■ GIVEN RECORDS:

******************************

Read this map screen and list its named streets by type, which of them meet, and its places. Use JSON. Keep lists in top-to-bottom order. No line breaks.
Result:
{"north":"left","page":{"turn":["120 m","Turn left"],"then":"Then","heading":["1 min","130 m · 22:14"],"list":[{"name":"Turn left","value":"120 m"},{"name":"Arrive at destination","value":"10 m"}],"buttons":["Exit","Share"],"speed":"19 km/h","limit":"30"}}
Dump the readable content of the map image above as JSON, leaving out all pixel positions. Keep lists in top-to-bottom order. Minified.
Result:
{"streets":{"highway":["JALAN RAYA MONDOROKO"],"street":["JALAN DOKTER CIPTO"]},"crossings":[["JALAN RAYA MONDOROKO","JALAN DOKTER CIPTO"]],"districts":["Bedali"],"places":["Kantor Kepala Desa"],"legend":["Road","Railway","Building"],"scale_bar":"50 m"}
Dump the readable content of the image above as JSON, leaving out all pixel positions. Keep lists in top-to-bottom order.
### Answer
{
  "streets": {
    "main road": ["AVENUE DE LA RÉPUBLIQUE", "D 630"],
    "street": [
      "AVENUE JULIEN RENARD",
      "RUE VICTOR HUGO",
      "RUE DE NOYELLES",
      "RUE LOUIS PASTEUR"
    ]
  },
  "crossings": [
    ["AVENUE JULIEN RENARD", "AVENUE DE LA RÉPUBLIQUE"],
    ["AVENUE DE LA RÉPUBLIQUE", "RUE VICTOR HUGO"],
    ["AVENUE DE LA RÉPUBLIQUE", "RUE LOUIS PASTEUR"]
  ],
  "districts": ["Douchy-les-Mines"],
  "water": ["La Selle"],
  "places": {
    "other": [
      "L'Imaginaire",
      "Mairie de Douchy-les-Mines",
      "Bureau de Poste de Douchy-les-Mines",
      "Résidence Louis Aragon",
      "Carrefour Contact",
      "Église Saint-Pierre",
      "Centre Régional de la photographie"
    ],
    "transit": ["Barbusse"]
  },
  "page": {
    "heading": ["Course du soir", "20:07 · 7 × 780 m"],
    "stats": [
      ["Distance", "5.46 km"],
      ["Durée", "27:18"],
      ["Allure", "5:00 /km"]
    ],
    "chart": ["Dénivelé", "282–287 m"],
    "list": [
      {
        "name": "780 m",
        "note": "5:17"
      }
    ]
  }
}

******************************

■ EXERCISE DESCRIPTION: Count of lines holding the string "Keep": please work it out for the entries above and give the number alone.

■ RESPONSE TO THIS TASK: 3